Minister of State
- In office 9 November 2009 – June 2011
- Prime Minister: Saad Hariri

Minister of Economy and Trade
- In office 2004–2005
- Prime Minister: Omar Karami
- Preceded by: Marwan Hamadeh
- Succeeded by: Demianos Khattar

Personal details
- Born: 1930 Beirut, Lebanon
- Died: 2 May 2025 (aged 94)
- Party: Independent
- Spouse: Raedaa Miskaoui
- Children: 1
- Alma mater: St. Joseph University

= Adnan Kassar =

Lebanese lawyer, businessman and politician (1930–2025)

Adnan Kassar (عدنان القصار; 1930 – 2 May 2025) was a Lebanese banker, businessman and politician, who served in different cabinet posts.

==Early life and education==
Kassar was born into a Sunni Muslim family in Beirut in 1930. His father, Wafiq Kassar, was a prominent diplomat who served as the ambassador of Lebanon to Pakistan and Turkey. His mother was Chafika Diab.

In 1951, Kassar received a law degree from St. Joseph University in Beirut.

==Career==
At age 25, Kassar managed to build a business partnership with China in 1955. In addition to being a businessman, he was a banker dealing finance investments. He founded and owned various companies concerning trade, shipping and travel, and industry. He was one of the owners of the Banque Libano-Française together with Farid Raphael, his brother Nadim Kassar and Victor Kassir. Kassar acquired the bank in 1980.

Kassar served as the president of the Beirut Chamber of Commerce and Industry for nearly thirty years to which he was elected in January 1972. In June 1997, he became the president of the Federation of Chambers of Commerce, Industry and Agriculture in Lebanon. From 1999 to 2000, he headed the International Chamber of Commerce (ICC) based in Paris, being the first Arab to preside over it. On 1 January 2001, Richard D. McCormick, who served as his deputy at the ICC, succeeded Kassar as head of the ICC.
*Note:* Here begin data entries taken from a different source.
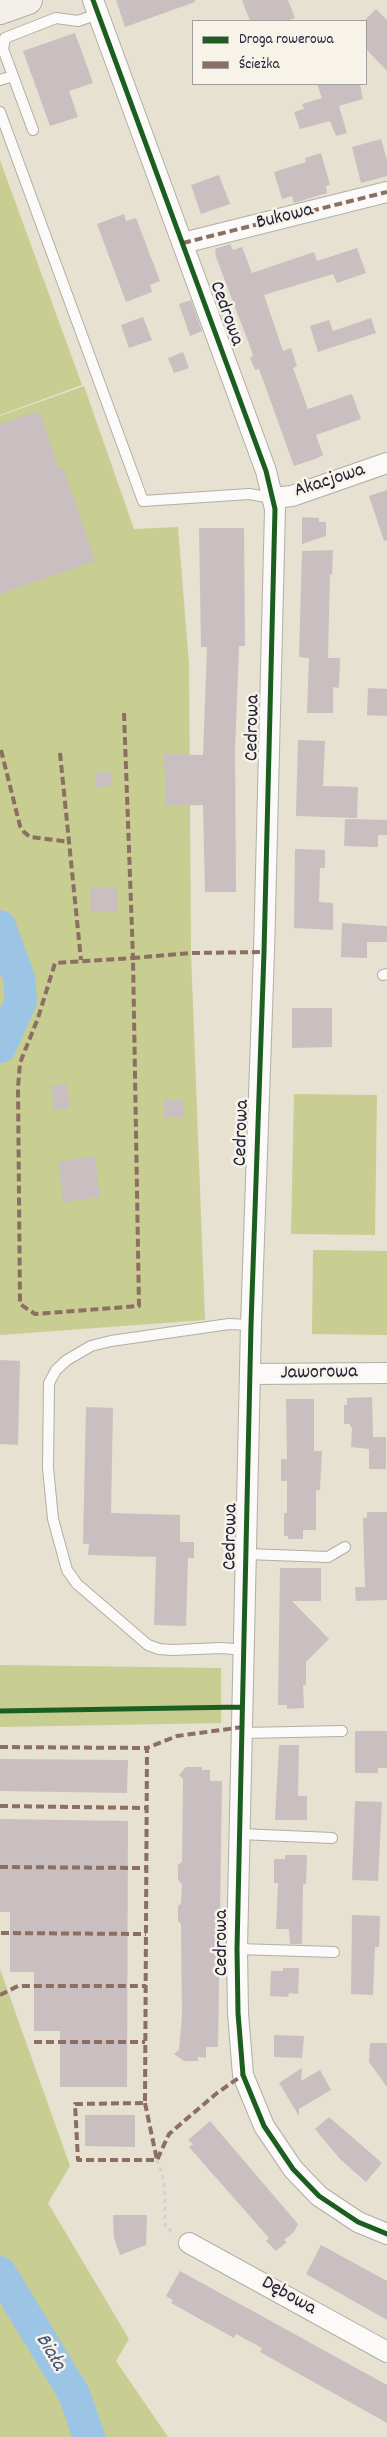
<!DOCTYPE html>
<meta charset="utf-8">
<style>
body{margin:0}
#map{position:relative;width:387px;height:2437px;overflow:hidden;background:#e6e1d1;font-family:Dekko,sans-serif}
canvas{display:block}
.legend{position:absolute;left:192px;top:20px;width:175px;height:65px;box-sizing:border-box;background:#f7f3e8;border:1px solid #a29fa3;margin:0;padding:6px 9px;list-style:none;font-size:15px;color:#22223b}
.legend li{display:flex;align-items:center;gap:10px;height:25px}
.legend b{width:25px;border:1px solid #a29fa3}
</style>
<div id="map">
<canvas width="387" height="2437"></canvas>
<ul class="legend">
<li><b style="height:6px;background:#1b5e20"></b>Droga rowerowa</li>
<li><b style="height:6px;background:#8d6e63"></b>Ścieżka</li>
</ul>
</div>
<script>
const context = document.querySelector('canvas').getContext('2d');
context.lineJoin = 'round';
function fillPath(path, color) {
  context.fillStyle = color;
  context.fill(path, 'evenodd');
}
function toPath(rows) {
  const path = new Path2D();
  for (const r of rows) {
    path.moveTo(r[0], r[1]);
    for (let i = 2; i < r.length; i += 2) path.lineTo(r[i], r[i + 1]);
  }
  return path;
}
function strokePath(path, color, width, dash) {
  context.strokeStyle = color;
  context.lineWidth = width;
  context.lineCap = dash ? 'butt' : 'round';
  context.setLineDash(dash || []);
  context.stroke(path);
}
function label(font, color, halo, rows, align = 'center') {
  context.font = font + ' Dekko,sans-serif';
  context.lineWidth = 5;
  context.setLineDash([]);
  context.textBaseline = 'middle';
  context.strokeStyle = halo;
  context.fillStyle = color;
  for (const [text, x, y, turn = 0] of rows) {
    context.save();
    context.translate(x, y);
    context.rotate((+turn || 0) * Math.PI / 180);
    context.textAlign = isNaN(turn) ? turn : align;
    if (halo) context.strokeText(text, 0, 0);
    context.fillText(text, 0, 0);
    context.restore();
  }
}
fillPath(toPath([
 [0,160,82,385,0,415],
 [84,386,134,529,178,527,189,664,191,953,205,1320,0,1335,0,416],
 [294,1094,377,1095,375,1235,291,1234],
 [313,1250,387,1251,387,1335,312,1334],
 [0,1665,221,1668,221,1723,0,1727],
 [0,1969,70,2166,48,2203,129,2339,116,2361,168,2437,0,2437]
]), '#c8cd92');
strokePath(toPath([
 [0,926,19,978,21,1001,0,1047],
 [0,2272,74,2394,89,2437]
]), '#9cc4e5', 32);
fillPath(toPath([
 [116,0,195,0,195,2,125,27],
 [242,0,288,0,295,18,286,21,250,21],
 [376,9,387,20,387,71,366,49,366,19],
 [75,33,93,83,69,91,78,117,50,126,23,51],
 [317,84,360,84,363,99,339,106,347,133,336,136,330,121,300,129,294,112,304,109,302,104,322,98],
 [381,139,387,160,387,176,361,183,352,147],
 [321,153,330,185,326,186,327,193,294,203,292,196,282,199,274,172,306,162,305,158],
 [219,175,230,204,201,214,191,185],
 [124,214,126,221,136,218,160,281,150,285,152,292,126,302,97,224],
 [230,244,233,250,242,247,252,273,314,252,317,261,357,248,366,273,337,283,333,274,264,295,283,351,291,348,297,366,293,368,308,409,352,394,361,419,316,435,323,455,315,459,294,466,259,369,255,370,250,358,253,356,251,349,216,257,215,249],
 [191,300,202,331,190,336,179,304],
 [143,317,152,340,129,348,121,325],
 [371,318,376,333,318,352,310,326,329,320,333,331],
 [183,352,189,368,174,373,168,358],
 [39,411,59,469,63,468,95,561,0,594,0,424],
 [387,490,387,540,384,541,369,496],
 [302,517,319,518,319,522,326,522,326,536,302,544],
 [199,528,244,528,245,646,239,646,235,751,236,892,205,892,203,805,166,806,166,769,163,769,163,754,203,755,207,647,201,647],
 [333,550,332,575,330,574,328,658,340,658,339,688,333,687,333,713,307,713,309,658,299,657,302,551],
 [368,688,387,689,387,716,367,715],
 [298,740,325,741,323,786,358,787,357,818,296,816],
 [110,771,112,785,96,788,95,773],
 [345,819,387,820,387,835,378,835,378,847,344,846],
 [295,849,325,850,325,868,320,868,319,902,333,903,333,930,294,928],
 [117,887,118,911,91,912,90,888],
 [342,923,387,926,387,942,367,942,367,958,341,957],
 [292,1008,332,1008,332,1047,292,1048],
 [66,1083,70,1109,54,1110,51,1086],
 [164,1100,183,1100,184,1118,164,1118],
 [95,1156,100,1197,63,1202,58,1162],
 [0,1360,20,1361,18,1445,0,1444],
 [372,1397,373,1437,386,1437,386,1469,369,1469,369,1449,351,1447,352,1427,350,1427,350,1424,344,1424,344,1405,347,1405,347,1398],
 [286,1399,314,1399,314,1451,322,1451,320,1490,316,1490,316,1530,303,1530,303,1539,288,1539,288,1536,284,1536,284,1513,287,1513,287,1481,281,1481,281,1459,287,1459],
 [86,1407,113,1408,111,1513,180,1515,180,1542,194,1542,194,1558,188,1558,186,1626,154,1625,156,1557,88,1555,89,1544,83,1544],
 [367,1512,387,1512,387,1600,356,1601,355,1587,365,1587,363,1518,367,1518],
 [280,1568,321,1568,321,1601,292,1601,329,1639,306,1662,306,1685,303,1685,304,1708,287,1709,287,1705,278,1705],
 [355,1731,387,1731,387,1768,378,1768,378,1773,355,1773],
 [279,1745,299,1745,298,1796,307,1796,307,1820,275,1820],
 [0,1759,128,1760,127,1793,0,1791],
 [186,1767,202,1767,202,1770,210,1770,210,1781,222,1781,218,2047,206,2047,206,2058,198,2057,198,2061,184,2061,174,2054,179,2050,182,2016,181,1924,178,1921,178,1906,181,1903,182,1884,178,1880,178,1865,182,1862,183,1779,179,1775],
 [355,1801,382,1802,378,1881,352,1880],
 [0,1819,128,1821,127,2087,60,2087,60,2031,34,2031,34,1972,10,1972,10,1912,0,1912],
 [285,1855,307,1855,306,1884,303,1884,302,1944,290,1944,289,1929,276,1929,278,1883,274,1883,274,1859,285,1859],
 [352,1915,380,1916,379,1947,375,1947,373,1995,351,1994],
 [283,1968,299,1968,298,1994,289,1993,288,1997,270,1996,271,1971,283,1971],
 [274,2035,304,2036,302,2058,274,2057],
 [370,2043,387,2043,387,2087,369,2062],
 [302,2068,301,2081,320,2070,331,2090,299,2109,299,2116,279,2083],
 [85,2115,135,2115,135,2147,85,2146],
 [329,2117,382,2163,366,2182,340,2159,315,2129],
 [210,2121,298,2224,294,2232,284,2240,287,2242,276,2251,266,2241,269,2238,189,2147,193,2144,188,2140],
 [113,2215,147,2215,146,2245,120,2255,114,2238],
 [321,2245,387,2281,387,2320,306,2274],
 [180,2271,387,2385,387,2423,260,2352,262,2348,236,2334,234,2338,171,2303,173,2300,166,2296]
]), '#c9bfc0');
const lane = toPath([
 [0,80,13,76],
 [0,112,143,501,249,494,273,498],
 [33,130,3,49,5,38,56,18,78,21,98,14],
 [383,975,387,974],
 [246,1554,328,1557,345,1547],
 [244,1650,222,1648,172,1650,159,1649,148,1645,77,1584,67,1570,53,1519,48,1468,49,1383,56,1370,67,1360,91,1346,111,1341,229,1324,251,1325],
 [243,1733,342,1731],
 [240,1834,332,1838],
 [237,1949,334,1952]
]);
const street = toPath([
 [93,0,266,471,275,509,264,952,251,1325,237,1949,238,2013,243,2075,264,2126,293,2169,319,2196,358,2222,387,2234],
 [183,243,387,192],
 [273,498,292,496,387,463],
 [251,1374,387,1373],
 [189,2243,387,2352]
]);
const secondary = toPath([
 [0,10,28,0]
]);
strokePath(lane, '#b1aea7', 12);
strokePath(street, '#b1aea7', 22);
strokePath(secondary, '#b1aea7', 30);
strokePath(toPath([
 [157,2160,163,2176,165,2193,165,2227,174,2233]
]), '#d2d1ce', 3, [4, 4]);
strokePath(lane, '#fbfaf8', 10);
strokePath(street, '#fbfaf8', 20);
strokePath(secondary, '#f2f0e9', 28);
strokePath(toPath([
 [183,243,387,192],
 [124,713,133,958,55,963,38,1018,20,1063,18,1087,20,1304,35,1314,139,1306,133,958,191,953,264,952],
 [1,750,20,826,24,832,30,837,70,842],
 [60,753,81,960],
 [243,1727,177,1736,147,1748,145,2103,75,2104,78,2160,157,2160,169,2134,217,2093,243,2075],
 [0,1747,147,1748],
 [0,1806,147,1808],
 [0,1867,146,1868],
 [1,1933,146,1934],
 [0,1995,18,1986,146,1986],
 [34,2042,145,2042],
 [145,2103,157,2160]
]), '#8d6e63', 4, [8, 4]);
strokePath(toPath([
 [93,0,266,471,275,509,264,952,251,1325,237,1949,238,2013,243,2075,264,2126,293,2169,319,2196,358,2222,387,2234],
 [0,1711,242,1707]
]), '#1b5e20', 5);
label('20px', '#22223b', '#f7f3e8', [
 ["Bukowa",285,218,-14],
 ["Cedrowa",225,314,70],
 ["Akacjowa",330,482,-18],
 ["Cedrowa",254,728,-89],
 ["Cedrowa",243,1133,-88],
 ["Jaworowa",319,1374,-1],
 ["Cedrowa",232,1537,-89],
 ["Cedrowa",223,1943,-90],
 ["Dębowa",288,2297,29]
]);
label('italic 21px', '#42567a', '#f7f3e8', [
 ["Biała",49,2353,59]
]);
</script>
In January 2003, Kassar was appointed member of the patrons committee of the Anglo-Arab organisation. In addition, Kassar and his brother were shareholders of Fransabank, a large Lebanese commercial bank. As of 2013 Kassar was serving as the chairman of the bank. He was also chairman of the general union of Arab chambers of commerce, industry and agriculture and of Lebanon's economic committees.

In October 2004, Kassar was appointed minister of economy and trade to the cabinet led by Prime Minister Omar Karami, replacing Marwan Hamadeh as economy minister. His tenure lasted until 2005 when Karami resigned from office due to the pressures exerted by Lebanese people as a protest over the assassination of Rafik Hariri. Kassar was succeeded by Demianos Khattah in the post. Later Kassar served as the minister of state in the cabinet led by Prime Minister Saad Hariri from November 2009 to 2011. Kassar was one of the cabinet members appointed by the Lebanese President Michel Suleiman.

Kassar was regarded as a potential prime minister since the beginning of the 2000s.

==Personal life and death==
Kassar married Raedaa Miskaoui on 14 June 1969, and they had a daughter, Roula Kassar.

Kassar died on 2 May 2025, at the age of 94.

==Awards and honors==
- Officier de la Legion d'honneur (France)
- Officer, National Order of the Cedar (Lebanon)
- Officer, National Order of Merit (France)
- Knight Commander, Order of Merit (Italy)
- Commander, Order of Rio Branco, (Brazil)

Kassar was also given other awards, including, Commander of the Order of La Pléiade, Hungarian Order of Merit, and the prize of the Crans Montana Forum (2000). The Union of Arab Banks awarded him the title of the Banker of the Year for the period 2012–2013. He was the recipient of the Business for Peace Award (2014) and was named as the honorary chairman of the Silk Road Chamber of International Commerce in 2016.

In April 2015 the School of Business at the Lebanese American University was named after Adnan Kassar.